- **PROBLEM DETAILS**
For this exercise, output the line holding "Parse this picture: labels, road" and all subsequent lines of the entries below, unchanged, up to and including the last.

- **RECORDS SHOWN**
========
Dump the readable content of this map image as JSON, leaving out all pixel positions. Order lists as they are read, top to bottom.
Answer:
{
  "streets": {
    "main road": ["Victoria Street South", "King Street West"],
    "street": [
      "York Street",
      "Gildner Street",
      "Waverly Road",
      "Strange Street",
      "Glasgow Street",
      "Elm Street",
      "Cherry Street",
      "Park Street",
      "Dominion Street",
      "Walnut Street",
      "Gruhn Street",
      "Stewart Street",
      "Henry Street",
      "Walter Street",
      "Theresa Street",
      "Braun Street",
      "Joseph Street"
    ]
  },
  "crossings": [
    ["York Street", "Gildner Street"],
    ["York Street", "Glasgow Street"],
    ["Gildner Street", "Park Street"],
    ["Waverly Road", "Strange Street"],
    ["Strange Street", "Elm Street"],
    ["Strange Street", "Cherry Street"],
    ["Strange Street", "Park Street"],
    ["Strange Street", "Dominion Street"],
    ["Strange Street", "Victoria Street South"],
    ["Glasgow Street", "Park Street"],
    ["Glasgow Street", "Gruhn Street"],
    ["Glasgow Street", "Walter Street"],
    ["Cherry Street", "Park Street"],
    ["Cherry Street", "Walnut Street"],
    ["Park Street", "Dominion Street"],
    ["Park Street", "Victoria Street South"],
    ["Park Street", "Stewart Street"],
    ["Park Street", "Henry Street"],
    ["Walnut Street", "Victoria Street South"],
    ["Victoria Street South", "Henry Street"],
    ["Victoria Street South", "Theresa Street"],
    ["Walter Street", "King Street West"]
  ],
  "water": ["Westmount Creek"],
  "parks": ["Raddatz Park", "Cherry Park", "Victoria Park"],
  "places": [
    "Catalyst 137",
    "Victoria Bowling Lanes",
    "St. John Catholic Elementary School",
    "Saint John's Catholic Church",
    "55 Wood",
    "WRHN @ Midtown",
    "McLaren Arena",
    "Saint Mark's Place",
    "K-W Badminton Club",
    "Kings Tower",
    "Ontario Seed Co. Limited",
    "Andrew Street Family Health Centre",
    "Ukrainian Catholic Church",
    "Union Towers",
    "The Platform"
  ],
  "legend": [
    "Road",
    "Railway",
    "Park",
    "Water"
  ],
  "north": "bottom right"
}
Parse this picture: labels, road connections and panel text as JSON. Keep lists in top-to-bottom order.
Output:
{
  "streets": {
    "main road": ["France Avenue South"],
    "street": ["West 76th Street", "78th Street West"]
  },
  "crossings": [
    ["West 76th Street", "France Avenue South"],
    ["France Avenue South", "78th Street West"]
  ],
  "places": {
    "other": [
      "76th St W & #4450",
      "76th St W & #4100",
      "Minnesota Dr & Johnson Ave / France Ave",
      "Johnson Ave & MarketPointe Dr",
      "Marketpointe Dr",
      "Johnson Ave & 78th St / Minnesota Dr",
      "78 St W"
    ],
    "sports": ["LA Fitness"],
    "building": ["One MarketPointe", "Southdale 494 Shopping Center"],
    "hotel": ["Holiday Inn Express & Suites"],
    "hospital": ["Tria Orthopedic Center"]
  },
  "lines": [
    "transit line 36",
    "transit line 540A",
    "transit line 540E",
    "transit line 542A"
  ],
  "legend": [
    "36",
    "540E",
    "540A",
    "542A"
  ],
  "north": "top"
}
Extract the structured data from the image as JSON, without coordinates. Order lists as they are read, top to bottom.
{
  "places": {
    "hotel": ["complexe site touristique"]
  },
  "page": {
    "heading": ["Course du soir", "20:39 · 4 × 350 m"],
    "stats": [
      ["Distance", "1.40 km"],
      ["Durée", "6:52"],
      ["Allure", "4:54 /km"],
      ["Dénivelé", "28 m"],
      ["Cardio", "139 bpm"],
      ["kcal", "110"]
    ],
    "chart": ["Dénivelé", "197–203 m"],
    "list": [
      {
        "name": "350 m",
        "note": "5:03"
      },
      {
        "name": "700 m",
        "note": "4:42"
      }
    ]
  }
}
========
- **ANSWER FOR THIS EXERCISE**
Parse this picture: labels, road connections and panel text as JSON. Keep lists in top-to-bottom order.
Output:
{
  "streets": {
    "main road": ["France Avenue South"],
    "street": ["West 76th Street", "78th Street West"]
  },
  "crossings": [
    ["West 76th Street", "France Avenue South"],
    ["France Avenue South", "78th Street West"]
  ],
  "places": {
    "other": [
      "76th St W & #4450",
      "76th St W & #4100",
      "Minnesota Dr & Johnson Ave / France Ave",
      "Johnson Ave & MarketPointe Dr",
      "Marketpointe Dr",
      "Johnson Ave & 78th St / Minnesota Dr",
      "78 St W"
    ],
    "sports": ["LA Fitness"],
    "building": ["One MarketPointe", "Southdale 494 Shopping Center"],
    "hotel": ["Holiday Inn Express & Suites"],
    "hospital": ["Tria Orthopedic Center"]
  },
  "lines": [
    "transit line 36",
    "transit line 540A",
    "transit line 540E",
    "transit line 542A"
  ],
  "legend": [
    "36",
    "540E",
    "540A",
    "542A"
  ],
  "north": "top"
}
Extract the structured data from the image as JSON, without coordinates. Order lists as they are read, top to bottom.
{
  "places": {
    "hotel": ["complexe site touristique"]
  },
  "page": {
    "heading": ["Course du soir", "20:39 · 4 × 350 m"],
    "stats": [
      ["Distance", "1.40 km"],
      ["Durée", "6:52"],
      ["Allure", "4:54 /km"],
      ["Dénivelé", "28 m"],
      ["Cardio", "139 bpm"],
      ["kcal", "110"]
    ],
    "chart": ["Dénivelé", "197–203 m"],
    "list": [
      {
        "name": "350 m",
        "note": "5:03"
      },
      {
        "name": "700 m",
        "note": "4:42"
      }
    ]
  }
}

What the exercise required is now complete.